Whether to use the target_model when constructing a bootstrapped target. If False (default), the primary predict_model is used.

__call__(self, s, use_target_model=False)[source]

Evaluate the Q-function.

Parameters:
s : state observation

A single state observation.

use_target_model : bool, optional

Whether to use the target_model internally. If False (default), the predict_model is used.

Returns:
V : float or array of floats

The estimated value of the state \(v(s)\).

batch_eval(self, S, use_target_model=False)[source]

Evaluate the state value function on a batch of state observations.

Parameters:
S : nd array, shape: [batch_size, …]

A batch of state observations.

use_target_model : bool, optional

Whether to use the target_model internally. If False (default), the predict_model is used.

Returns:
V : 1d array, dtype: float, shape: [batch_size]

The predicted state values.

batch_update(self, S, Rn, In, S_next)[source]

Update the value function on a batch of transitions.

Parameters:
S : nd array, shape: [batch_size, …]

A batch of state observations.

Rn : 1d array, dtype: float, shape: [batch_size]

A batch of partial returns. For example, in n-step bootstrapping this is given by:

\[R^{(n)}_t\ =\ R_t + \gamma\,R_{t+1} + \dots \gamma^{n-1}\,R_{t+n-1}\]

In other words, it’s the non-bootstrapped part of the n-step return.
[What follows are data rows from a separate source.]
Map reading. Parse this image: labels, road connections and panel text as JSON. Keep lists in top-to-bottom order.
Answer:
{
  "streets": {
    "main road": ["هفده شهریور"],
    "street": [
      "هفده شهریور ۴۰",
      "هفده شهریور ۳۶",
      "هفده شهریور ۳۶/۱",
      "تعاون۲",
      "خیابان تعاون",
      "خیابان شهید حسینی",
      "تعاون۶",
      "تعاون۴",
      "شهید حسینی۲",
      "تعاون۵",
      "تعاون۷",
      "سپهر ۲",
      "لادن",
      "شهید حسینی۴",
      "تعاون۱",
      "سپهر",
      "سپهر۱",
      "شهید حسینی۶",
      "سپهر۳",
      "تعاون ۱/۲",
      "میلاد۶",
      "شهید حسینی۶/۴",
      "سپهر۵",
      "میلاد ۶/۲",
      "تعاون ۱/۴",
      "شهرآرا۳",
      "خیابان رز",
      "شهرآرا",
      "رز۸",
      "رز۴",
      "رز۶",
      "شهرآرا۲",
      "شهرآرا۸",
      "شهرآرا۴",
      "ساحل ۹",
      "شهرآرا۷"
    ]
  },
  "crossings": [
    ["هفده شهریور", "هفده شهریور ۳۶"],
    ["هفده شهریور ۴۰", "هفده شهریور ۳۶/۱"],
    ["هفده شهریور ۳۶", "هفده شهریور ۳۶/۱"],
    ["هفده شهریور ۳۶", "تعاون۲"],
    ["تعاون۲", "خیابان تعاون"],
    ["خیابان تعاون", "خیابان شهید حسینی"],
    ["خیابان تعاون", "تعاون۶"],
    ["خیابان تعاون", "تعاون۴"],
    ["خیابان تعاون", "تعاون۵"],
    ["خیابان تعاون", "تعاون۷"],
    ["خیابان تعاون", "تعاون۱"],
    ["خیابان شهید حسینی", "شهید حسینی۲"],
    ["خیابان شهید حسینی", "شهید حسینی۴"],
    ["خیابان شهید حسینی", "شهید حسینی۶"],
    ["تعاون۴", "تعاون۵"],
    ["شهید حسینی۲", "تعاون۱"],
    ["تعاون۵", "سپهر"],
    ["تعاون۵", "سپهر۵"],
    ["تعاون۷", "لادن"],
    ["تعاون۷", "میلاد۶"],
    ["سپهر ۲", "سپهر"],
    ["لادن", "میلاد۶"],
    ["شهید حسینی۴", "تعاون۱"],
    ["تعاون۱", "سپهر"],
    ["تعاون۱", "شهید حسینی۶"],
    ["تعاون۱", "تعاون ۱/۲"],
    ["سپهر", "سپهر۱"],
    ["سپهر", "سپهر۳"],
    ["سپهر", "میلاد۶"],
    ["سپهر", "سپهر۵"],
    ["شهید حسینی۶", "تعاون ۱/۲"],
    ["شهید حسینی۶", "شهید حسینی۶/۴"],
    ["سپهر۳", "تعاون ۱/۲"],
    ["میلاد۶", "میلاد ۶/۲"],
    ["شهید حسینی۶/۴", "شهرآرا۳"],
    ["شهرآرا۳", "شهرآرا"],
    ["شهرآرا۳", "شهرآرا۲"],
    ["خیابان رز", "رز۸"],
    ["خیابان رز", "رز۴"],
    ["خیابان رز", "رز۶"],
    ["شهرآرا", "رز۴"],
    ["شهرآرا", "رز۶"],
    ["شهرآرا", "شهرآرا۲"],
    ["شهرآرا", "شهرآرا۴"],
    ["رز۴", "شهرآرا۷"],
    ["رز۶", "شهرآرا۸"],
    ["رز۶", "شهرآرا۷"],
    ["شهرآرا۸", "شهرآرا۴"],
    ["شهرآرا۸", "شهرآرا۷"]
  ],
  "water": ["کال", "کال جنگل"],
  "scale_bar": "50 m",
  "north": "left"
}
In : 1d array, dtype: float, shape: [batch_size]

A batch bootstrapping factor. For instance, in n-step bootstrapping this is given by \(I^{(n)}_t=\gamma^n\) if the episode is ongoing and \(I^{(n)}_t=0\) otherwise. This allows us to write the bootstrapped target as:

\[G^{(n)}_t=R^{(n)}_t+I^{(n)}_tQ(S_{t+n}, A_{t+n})\]
S_next : nd array, shape: [batch_size, …]

A batch of next-state observations.

Returns:
losses : dict

A dict of losses/metrics, of type {name <str>: value <float>}.

sync_target_model(self, tau=1.0)

Synchronize the target model with the primary model.

Parameters:
tau : float between 0 and 1, optional

The amount of exponential smoothing to apply in the target update:

\[w_\text{target}\ \leftarrow\ (1 - \tau)\,w_\text{target} + \tau\,w_\text{primary}\]
update(self, s, r, done)[source]

Update the Q-function.

Parameters:
s : state observation

A single state observation..

r : float

A single observed reward.

done : bool

Whether the episode has finished.

class keras_gym.QTypeI(function_approximator, gamma=0.9, bootstrap_n=1, bootstrap_with_target_model=False, update_strategy='sarsa')[source]

A type-I state-action value function \((s,a)\mapsto q(s,a)\).

Parameters:
function_approximator : FunctionApproximator object

The main function approximator.

gamma : float, optional

The discount factor for discounting future rewards.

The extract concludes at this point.